Cross-LMS Student ID Mapping: Surrogate Keys, Identity Resolution, and the SIS Anchor

A student who exists in Canvas, Moodle, Blackboard, and the campus SIS is, from a data engineer’s point of view, four different rows with four different primary keys that happen to describe one person. Cross-LMS student ID mapping is the discipline of collapsing those rows onto a single, stable institutional identity so that gradebook, attendance, and engagement facts from every platform join cleanly in the warehouse. It is the deterministic-join layer that the rest of the LMS Data Architecture & Schema Mapping stack depends on: get the identity key wrong and every downstream aggregate — term GPA, cross-platform attendance rate, at-risk flags — silently double-counts or drops students. This page documents the identity entity model, the endpoints that emit each platform’s native identifiers, the normalization rules that anchor them to a canonical key, the FERPA controls that govern how those keys are stored, and a reference Python resolver.

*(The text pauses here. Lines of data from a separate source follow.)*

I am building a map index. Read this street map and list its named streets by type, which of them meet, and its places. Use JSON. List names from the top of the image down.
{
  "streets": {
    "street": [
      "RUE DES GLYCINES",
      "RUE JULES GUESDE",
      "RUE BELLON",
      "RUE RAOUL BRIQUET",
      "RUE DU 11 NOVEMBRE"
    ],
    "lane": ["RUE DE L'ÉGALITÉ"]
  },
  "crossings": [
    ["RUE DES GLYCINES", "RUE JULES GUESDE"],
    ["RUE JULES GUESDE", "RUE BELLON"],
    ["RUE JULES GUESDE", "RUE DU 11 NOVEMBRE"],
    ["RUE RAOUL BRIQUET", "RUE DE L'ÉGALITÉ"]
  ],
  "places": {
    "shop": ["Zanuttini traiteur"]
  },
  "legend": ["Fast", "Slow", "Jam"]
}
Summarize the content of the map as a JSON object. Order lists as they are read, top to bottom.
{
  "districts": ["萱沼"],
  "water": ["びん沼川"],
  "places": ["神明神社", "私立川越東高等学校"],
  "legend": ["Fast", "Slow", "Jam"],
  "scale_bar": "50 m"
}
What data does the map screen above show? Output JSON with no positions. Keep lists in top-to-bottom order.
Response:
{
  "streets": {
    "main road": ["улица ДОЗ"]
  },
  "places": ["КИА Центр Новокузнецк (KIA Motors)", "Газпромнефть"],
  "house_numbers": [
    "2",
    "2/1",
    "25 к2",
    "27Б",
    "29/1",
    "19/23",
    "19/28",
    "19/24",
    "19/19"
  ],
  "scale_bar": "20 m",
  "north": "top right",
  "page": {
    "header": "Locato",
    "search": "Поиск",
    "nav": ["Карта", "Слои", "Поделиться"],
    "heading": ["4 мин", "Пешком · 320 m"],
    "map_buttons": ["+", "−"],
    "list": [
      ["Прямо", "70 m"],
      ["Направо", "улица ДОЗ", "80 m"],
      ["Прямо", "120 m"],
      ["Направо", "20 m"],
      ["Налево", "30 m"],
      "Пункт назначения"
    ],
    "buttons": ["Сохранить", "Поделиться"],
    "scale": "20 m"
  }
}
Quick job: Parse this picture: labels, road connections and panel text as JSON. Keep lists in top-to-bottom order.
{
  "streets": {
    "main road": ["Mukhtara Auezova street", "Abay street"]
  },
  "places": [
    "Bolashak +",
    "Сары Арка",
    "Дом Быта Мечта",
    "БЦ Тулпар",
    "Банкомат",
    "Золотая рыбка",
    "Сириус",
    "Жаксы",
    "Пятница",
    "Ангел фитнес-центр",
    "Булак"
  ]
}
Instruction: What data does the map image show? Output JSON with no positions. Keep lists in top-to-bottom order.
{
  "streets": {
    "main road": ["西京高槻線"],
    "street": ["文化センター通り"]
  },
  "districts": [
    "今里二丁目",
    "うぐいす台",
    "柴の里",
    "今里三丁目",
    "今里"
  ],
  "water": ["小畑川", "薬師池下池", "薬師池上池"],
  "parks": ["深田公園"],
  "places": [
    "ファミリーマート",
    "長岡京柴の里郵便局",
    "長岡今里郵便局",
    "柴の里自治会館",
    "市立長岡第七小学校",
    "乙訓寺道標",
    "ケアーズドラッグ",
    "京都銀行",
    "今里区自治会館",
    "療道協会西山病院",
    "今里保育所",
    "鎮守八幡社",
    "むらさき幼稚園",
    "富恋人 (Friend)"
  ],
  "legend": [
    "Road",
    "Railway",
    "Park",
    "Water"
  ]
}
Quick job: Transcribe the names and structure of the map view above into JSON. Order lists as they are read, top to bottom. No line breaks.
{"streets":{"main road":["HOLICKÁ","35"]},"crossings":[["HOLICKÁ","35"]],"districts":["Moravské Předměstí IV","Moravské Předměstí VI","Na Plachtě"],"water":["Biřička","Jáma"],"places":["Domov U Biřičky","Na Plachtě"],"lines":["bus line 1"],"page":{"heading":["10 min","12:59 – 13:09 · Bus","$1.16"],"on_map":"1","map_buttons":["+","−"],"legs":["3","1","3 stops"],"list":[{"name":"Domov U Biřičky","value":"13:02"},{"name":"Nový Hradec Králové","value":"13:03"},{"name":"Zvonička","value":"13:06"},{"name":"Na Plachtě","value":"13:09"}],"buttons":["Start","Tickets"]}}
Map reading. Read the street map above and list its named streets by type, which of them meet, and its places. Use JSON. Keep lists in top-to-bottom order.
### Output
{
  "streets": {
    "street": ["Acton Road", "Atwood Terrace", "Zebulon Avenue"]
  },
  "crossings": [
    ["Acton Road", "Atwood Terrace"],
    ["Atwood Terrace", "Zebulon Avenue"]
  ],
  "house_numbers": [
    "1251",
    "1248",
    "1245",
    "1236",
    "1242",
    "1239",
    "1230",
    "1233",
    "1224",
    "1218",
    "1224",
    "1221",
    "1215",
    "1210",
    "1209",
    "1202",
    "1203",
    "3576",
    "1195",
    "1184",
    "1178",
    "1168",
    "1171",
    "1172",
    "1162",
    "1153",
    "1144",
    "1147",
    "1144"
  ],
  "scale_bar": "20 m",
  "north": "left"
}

Entity Model and Relational Schema

The mapping layer is a small but high-stakes star schema. At its center is a single student_identity dimension that issues one surrogate key per real person; around it sit per-platform alias tables that record every external identifier ever observed for that person. Modeling aliases as their own rows — rather than as columns on the identity row — is what lets a student accumulate a Canvas ID, two Moodle accounts from a system migration, and a Blackboard ID without schema changes.

`student_identity` (the canonical dimension)

This is the authority table. Every other system’s identifier resolves to a row here.

student_key (integer/bigint) — the surrogate primary key, generated by the pipeline and never reused. This is the only identifier that appears on fact tables.
sis_user_id (string) — the institutional Student Information System ID. This is the anchor: it is stable across academic terms, survives course re-enrollment, and is the one identifier the registrar treats as authoritative. It is nullable only for the brief window before SIS sync completes.
sis_login_id (string, nullable) — the institutional username/email used for SSO; useful as a secondary match key but mutable (students change names and logins).
status (enum) — active, merged, or retired. A merged row points at its survivor via merged_into_key so historical facts remain joinable after a duplicate collapse.
merged_into_key (integer, nullable) — foreign key to the surviving student_key when two identities are reconciled. The full survivorship procedure lives in Resolving Duplicate Student IDs Across LMS Platforms.
created_at, updated_at (timestamps) — audit columns; updated_at advances whenever a new alias is bound.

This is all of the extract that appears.